Juvenile "Type1" Diabetes
The purpose of this Juvenile
Diabetes health campaign was to educate parents and youth about the dynamics of
Diabetes. This campaign was also responsible for advocating healthy food
choices and lifestyles for individuals who live with this chronic disease every
day.

My target audience for this campaign did not change because our goal was to help better the lives of youth and parents of children who currently have Juvenile “Type1” Diabetes. However, I believe this campaign did raise more awareness for other individuals who were not aware of this disease.
Campaign Objectives:
- Raise Awareness
- Provide educational knowledge
- Engaging viewers to be interactive
- Not over doing the content on social media
The Campaign Strategies were
followed through during this campaign launch, but it became extremely difficult
to get users to engage in the posts and provide feedback. The post provided
twice during the day reflected information about what juvenile diabetes is and
how it affects a person body. Ways people can be more proactive with managing
juvenile diabetes by taking their insulin properly, eating healthy, creating
exercise plans, and so much more beneficial information.

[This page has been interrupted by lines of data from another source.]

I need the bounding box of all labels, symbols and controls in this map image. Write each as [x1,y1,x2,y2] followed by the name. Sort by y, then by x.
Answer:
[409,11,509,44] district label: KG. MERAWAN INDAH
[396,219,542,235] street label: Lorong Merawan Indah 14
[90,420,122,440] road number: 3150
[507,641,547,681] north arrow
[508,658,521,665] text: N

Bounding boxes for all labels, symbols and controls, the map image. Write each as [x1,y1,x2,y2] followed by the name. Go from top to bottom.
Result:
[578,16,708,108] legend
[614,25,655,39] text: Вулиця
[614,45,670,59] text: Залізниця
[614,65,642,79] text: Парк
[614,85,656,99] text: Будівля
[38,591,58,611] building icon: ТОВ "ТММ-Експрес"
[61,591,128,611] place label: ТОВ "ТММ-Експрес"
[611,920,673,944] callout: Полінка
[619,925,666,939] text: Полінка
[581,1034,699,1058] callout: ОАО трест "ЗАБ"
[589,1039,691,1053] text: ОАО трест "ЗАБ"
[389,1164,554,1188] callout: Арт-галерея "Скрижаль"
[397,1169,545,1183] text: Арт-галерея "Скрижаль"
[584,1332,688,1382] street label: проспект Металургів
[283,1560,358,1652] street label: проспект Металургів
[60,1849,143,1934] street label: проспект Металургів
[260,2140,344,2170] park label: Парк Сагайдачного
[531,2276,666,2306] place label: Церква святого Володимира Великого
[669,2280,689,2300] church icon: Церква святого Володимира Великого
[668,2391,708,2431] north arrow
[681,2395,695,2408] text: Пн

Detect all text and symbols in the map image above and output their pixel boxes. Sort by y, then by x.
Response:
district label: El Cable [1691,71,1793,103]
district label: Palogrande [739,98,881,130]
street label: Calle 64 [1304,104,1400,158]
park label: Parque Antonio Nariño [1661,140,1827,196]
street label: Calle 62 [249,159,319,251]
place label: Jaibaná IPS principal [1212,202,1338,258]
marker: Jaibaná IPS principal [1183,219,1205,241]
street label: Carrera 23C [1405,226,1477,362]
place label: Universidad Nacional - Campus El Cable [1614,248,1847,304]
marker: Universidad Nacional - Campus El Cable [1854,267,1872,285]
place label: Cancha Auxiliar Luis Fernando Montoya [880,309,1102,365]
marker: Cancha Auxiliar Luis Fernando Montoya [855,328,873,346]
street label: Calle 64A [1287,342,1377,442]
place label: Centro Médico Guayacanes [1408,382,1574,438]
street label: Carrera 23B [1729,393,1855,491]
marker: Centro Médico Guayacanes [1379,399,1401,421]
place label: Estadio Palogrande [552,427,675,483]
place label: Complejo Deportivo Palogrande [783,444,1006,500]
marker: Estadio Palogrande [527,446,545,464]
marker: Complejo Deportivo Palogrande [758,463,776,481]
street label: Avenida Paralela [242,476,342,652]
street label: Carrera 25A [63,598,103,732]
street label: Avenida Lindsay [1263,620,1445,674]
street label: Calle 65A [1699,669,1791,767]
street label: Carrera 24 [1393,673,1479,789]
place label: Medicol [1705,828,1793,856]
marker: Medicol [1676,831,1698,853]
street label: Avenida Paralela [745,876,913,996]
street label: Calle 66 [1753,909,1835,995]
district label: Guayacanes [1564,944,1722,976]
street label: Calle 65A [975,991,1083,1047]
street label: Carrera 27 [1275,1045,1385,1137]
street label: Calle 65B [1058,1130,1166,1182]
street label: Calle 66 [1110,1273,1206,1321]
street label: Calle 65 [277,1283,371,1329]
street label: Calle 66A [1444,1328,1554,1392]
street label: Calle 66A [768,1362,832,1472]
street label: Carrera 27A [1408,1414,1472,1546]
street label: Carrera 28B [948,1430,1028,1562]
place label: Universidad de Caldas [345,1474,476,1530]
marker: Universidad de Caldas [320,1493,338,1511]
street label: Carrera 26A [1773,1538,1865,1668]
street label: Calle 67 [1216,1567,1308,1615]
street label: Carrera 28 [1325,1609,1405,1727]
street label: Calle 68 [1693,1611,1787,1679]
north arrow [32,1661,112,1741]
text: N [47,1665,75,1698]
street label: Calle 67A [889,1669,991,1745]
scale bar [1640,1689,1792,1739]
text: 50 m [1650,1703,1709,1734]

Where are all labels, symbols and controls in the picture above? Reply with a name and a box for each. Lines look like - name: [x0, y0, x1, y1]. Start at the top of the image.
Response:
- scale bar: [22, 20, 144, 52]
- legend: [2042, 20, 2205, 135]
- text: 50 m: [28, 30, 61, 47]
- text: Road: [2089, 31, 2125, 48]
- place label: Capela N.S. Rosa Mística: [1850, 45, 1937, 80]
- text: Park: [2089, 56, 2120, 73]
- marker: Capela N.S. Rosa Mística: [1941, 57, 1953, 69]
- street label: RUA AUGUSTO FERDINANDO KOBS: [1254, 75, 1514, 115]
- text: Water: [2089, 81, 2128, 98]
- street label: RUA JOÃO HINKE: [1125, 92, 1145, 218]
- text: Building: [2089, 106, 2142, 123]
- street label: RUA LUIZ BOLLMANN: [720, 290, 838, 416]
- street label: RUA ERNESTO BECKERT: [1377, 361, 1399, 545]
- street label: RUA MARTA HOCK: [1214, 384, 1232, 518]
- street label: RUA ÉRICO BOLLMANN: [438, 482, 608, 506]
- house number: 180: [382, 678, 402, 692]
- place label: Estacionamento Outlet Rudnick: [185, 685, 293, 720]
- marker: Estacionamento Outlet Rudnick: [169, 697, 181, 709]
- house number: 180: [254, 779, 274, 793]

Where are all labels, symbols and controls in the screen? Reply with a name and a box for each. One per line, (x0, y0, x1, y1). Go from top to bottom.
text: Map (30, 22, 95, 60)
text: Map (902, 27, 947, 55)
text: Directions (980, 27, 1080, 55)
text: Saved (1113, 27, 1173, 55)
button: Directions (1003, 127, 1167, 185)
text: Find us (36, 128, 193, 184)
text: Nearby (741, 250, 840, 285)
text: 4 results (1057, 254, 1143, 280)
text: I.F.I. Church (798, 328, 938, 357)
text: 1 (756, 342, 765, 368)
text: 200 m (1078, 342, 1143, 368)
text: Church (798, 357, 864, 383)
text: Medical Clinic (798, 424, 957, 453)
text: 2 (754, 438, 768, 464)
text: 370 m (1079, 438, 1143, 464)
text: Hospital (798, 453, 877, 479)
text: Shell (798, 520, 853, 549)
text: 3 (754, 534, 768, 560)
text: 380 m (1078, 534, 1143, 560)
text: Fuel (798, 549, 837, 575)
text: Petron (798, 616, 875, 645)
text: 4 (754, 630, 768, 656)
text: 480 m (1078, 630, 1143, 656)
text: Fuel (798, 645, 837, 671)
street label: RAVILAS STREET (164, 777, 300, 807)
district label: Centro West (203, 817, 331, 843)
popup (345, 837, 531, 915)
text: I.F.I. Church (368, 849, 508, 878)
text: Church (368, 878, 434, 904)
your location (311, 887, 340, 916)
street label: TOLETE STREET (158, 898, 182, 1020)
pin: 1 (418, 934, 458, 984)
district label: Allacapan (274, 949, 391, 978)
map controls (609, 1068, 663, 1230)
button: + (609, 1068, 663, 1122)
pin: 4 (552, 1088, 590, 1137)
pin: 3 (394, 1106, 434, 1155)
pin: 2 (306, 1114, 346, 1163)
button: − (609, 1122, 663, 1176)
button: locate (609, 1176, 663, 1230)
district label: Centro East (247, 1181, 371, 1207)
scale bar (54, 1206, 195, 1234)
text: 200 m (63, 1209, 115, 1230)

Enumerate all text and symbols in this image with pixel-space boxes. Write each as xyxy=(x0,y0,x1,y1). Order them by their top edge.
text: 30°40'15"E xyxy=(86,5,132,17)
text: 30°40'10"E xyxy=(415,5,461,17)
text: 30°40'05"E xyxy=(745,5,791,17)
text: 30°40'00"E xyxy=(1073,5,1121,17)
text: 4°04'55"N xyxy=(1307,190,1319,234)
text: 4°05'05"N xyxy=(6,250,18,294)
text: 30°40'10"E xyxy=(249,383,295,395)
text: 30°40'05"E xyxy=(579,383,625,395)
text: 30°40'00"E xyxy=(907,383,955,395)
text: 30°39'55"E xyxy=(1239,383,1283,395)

Meanwhile our campaign did not have as much interactive as we would have liked it to be, but we did have a few organizations such as the cancer society, jdrf advocacy, and diabetes association’s inbox for more information. We also received information about their upcoming events and future ideas for the organizations to possibly work together on.
The Juvenile Diabetes Facebook page for this
campaign was interactive and followed the original guidelines. There were appropriate
statuses, posts, pictures, work out plans, and facts on Juvenile Diabetes.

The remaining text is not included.